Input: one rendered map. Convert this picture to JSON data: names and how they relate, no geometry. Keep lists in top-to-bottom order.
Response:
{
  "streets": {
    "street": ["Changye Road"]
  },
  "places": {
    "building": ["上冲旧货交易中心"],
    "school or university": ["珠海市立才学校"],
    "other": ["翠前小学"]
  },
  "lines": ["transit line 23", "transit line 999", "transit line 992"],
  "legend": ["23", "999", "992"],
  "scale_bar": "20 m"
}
----
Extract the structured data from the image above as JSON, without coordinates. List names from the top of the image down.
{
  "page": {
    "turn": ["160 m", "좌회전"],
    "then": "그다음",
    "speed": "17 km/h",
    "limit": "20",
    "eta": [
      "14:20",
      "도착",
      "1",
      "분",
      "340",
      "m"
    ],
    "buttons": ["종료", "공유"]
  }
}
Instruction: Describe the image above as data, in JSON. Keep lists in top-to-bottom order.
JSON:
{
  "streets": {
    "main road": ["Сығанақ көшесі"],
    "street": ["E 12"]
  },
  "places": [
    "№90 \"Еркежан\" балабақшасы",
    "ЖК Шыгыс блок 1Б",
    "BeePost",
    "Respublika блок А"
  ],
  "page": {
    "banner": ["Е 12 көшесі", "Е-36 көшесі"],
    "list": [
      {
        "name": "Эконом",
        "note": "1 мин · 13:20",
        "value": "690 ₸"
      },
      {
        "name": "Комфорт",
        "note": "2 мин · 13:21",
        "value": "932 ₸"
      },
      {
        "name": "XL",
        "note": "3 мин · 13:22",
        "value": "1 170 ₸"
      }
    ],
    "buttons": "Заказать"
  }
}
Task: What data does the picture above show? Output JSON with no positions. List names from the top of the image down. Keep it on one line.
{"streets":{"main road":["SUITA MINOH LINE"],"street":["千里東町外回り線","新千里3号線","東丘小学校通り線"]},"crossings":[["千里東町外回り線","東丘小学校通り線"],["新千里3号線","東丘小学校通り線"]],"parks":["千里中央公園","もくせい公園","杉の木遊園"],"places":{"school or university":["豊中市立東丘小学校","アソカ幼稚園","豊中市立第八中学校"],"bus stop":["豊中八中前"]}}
----
Your answer should be a single number: how many lines in the preceding entries contain "bottom".

__Task response__.
2